Script Sales: The Harris Co takes on the world
Filed under: ScriptSales

- Paramount Pictures announced a remake of the 1973 psychological thriller Don’t Look Now. The original follows a couple who go to Venice, Italy, to recuperate after their daughter's death and find themselves confronted with visual premonitions that may reveal their daughter's presence. Andrea Berloff worte the script.
- On her deathbed, a dying young woman tells her husband and young son that she will return to them. A year later, father and son happen upon a woman who bears an uncanny resemblance to the dead woman in Be With You. Warner Bros. Pictures announced a remake of the 2004 Japanese film which was based on a novel by Takuji Ichikawa. Jennifer Garner will produce and star. No word on a writer.
- The Harris Co. bought the comedy thriller Kevin Approaches by actor Patrick Breen. No plot details have been given. Toni Kotite will direct and Mystic River's Laura Linney will star.
- The Harris Co. also bought A Hole in the Earth, a family drama about a man who must come to terms with the death of his family. Three to Tango's Rodney Patrick Vaccaro wrote the script.
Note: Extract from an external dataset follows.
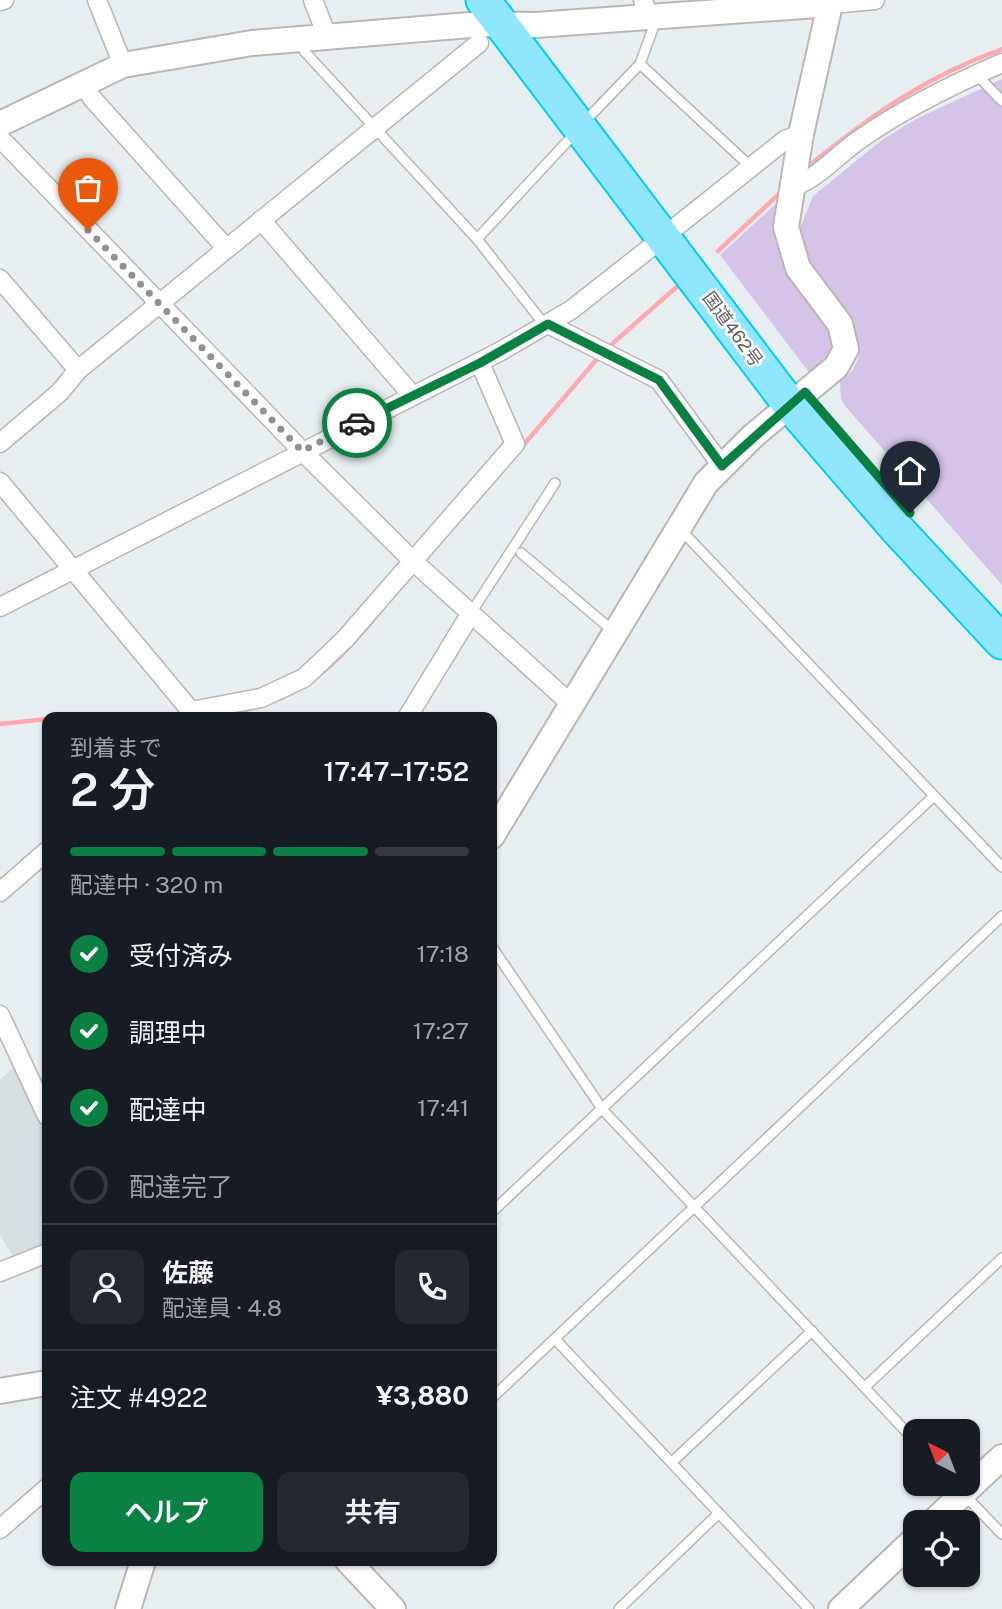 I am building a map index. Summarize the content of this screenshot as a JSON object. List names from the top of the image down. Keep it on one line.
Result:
{"streets":{"highway":["国道462号"]},"north":"top left","page":{"heading":["2 分","到着まで","17:47–17:52"],"panel":["佐藤","配達員 · 4.8","注文 #4922","¥3,880"],"bar":"配達中 · 320 m","list":[["受付済み","17:18"],["調理中","17:27"],["配達中","17:41"],"配達完了"],"buttons":["ヘルプ","共有"]}}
Paul A. Kaufman will co-produce and direct. He directed such tv movies as Return to the Batcave: The Misadventures of Adam and Burt and Surviving Gilligan's Island: The Incredibly True Story of the Longest Three Hour Tour in History. William H. Macy will star.
- The Harris Co. also announced A Thousand Clowns, a remake of the 1965 film, which was based on the play by Herb Gardner. The story follows an out-of-work TV writer, constantly fighting the system, who must find a conventional job if he is to remain the guardian of his 12-year old nephew entrusted to his care. Crash scribe Bobby Moresco wrote the comedy.
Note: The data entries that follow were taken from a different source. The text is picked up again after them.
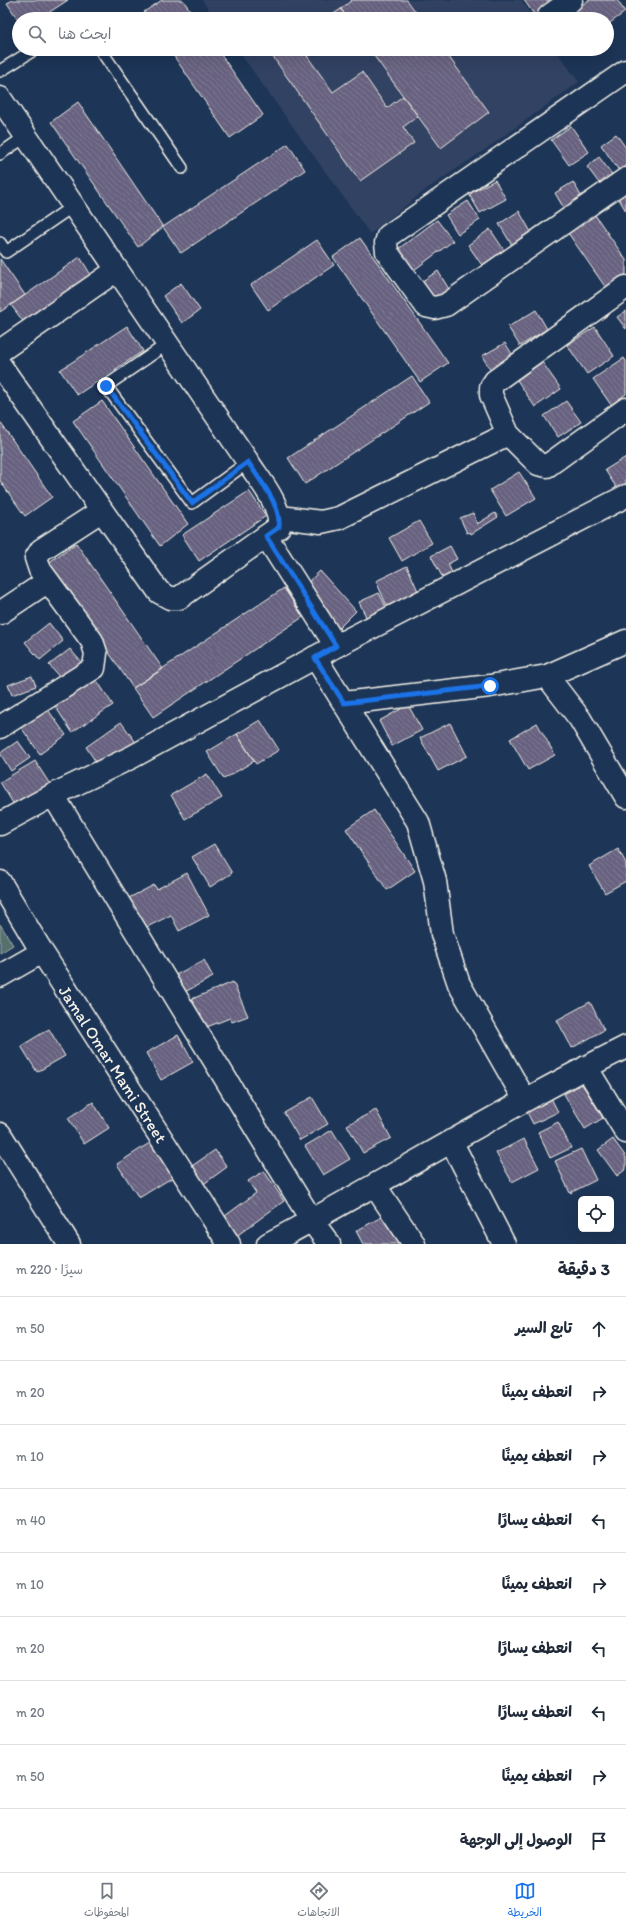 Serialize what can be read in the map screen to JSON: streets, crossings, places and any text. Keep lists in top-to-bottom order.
{
  "streets": {
    "street": ["Jamal Omar Mami Street"]
  },
  "page": {
    "search": "ابحث هنا",
    "heading": ["3 دقيقة", "سيرًا · 220 m"],
    "list": [
      ["تابع السير", "50 m"],
      ["انعطف يمينًا", "20 m"],
      ["انعطف يمينًا", "10 m"],
      ["انعطف يسارًا", "40 m"],
      ["انعطف يمينًا", "10 m"],
      ["انعطف يسارًا", "20 m"],
      ["انعطف يسارًا", "20 m"],
      ["انعطف يمينًا", "50 m"],
      "الوصول إلى الوجهة"
    ],
    "nav": ["الخريطة", "الاتجاهات", "المحفوظات"]
  }
}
- And The Harris Co. capped things off today with The Girl With the Golden Gun. A
True story of U.S. law enforcement officer Bonnie Tischler, who broke
the BCCI Bank Case, one of the world's biggest money-laundering
schemes. The Mambo Kings scribe Cynthia Cidre wrote the drama. This one could be good.
- Avatar bought Lifers for low-six figures. The script follows a boy and a girl who must solve a mystery involving a futuristic law system under which children born with a certain genetic code are automatically imprisoned. The sci-fi action script was written by two film editors, Luke Borghi and Bart Rachmil on spec.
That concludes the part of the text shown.